Transcribe each of the records below exactly, excluding all pictures.

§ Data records
--- START ---

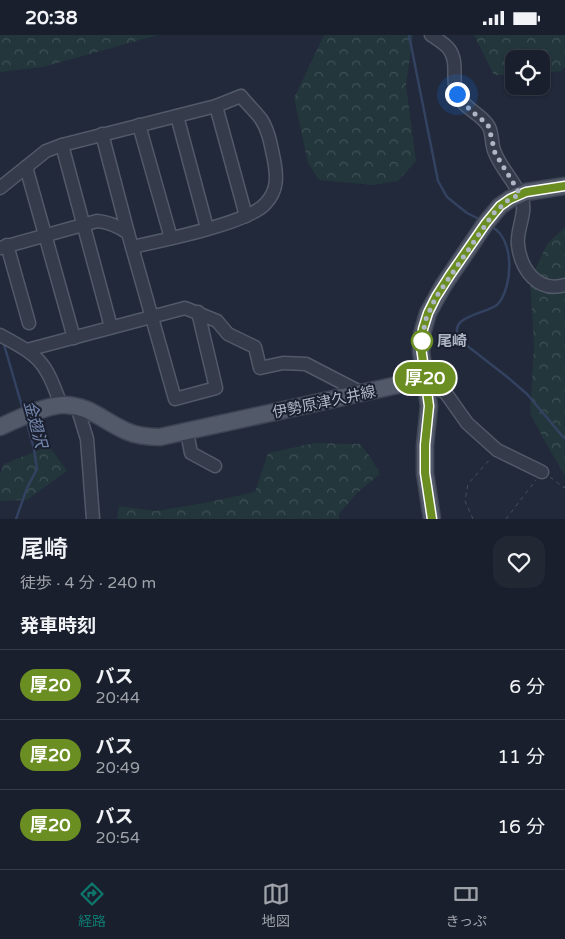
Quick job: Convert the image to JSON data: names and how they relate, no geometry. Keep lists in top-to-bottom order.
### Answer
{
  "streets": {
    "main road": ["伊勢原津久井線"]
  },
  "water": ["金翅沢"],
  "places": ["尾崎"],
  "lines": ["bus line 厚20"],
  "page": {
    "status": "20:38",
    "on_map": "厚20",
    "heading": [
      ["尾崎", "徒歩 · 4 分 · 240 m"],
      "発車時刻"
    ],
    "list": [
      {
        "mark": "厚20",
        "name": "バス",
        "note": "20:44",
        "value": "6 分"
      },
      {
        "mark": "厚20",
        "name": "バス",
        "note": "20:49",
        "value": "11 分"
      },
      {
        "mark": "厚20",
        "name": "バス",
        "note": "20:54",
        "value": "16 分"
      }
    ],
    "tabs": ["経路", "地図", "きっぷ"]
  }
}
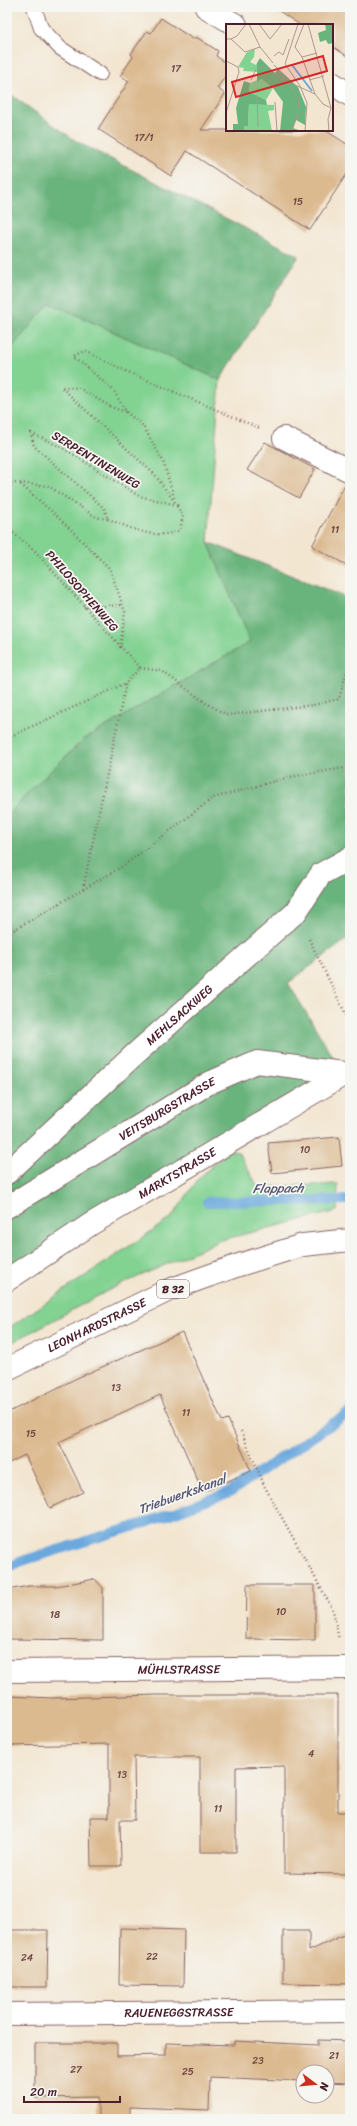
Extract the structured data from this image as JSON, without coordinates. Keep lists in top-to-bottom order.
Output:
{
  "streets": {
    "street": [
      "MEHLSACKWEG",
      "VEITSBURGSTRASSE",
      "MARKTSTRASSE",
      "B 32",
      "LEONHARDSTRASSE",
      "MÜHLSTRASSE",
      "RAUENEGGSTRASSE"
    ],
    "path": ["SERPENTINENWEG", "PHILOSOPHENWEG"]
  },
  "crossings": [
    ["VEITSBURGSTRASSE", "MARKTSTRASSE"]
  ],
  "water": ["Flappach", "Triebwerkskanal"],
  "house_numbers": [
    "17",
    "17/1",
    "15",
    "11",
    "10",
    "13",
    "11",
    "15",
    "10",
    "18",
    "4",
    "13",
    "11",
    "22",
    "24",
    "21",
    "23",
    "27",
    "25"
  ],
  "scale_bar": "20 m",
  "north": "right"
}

--- END ---

§ Exercise output
Quick job: Convert the image to JSON data: names and how they relate, no geometry. Keep lists in top-to-bottom order.
### Answer
{
  "streets": {
    "main road": ["伊勢原津久井線"]
  },
  "water": ["金翅沢"],
  "places": ["尾崎"],
  "lines": ["bus line 厚20"],
  "page": {
    "status": "20:38",
    "on_map": "厚20",
    "heading": [
      ["尾崎", "徒歩 · 4 分 · 240 m"],
      "発車時刻"
    ],
    "list": [
      {
        "mark": "厚20",
        "name": "バス",
        "note": "20:44",
        "value": "6 分"
      },
      {
        "mark": "厚20",
        "name": "バス",
        "note": "20:49",
        "value": "11 分"
      },
      {
        "mark": "厚20",
        "name": "バス",
        "note": "20:54",
        "value": "16 分"
      }
    ],
    "tabs": ["経路", "地図", "きっぷ"]
  }
}
Extract the structured data from this image as JSON, without coordinates. Keep lists in top-to-bottom order.
Output:
{
  "streets": {
    "street": [
      "MEHLSACKWEG",
      "VEITSBURGSTRASSE",
      "MARKTSTRASSE",
      "B 32",
      "LEONHARDSTRASSE",
      "MÜHLSTRASSE",
      "RAUENEGGSTRASSE"
    ],
    "path": ["SERPENTINENWEG", "PHILOSOPHENWEG"]
  },
  "crossings": [
    ["VEITSBURGSTRASSE", "MARKTSTRASSE"]
  ],
  "water": ["Flappach", "Triebwerkskanal"],
  "house_numbers": [
    "17",
    "17/1",
    "15",
    "11",
    "10",
    "13",
    "11",
    "15",
    "10",
    "18",
    "4",
    "13",
    "11",
    "22",
    "24",
    "21",
    "23",
    "27",
    "25"
  ],
  "scale_bar": "20 m",
  "north": "right"
}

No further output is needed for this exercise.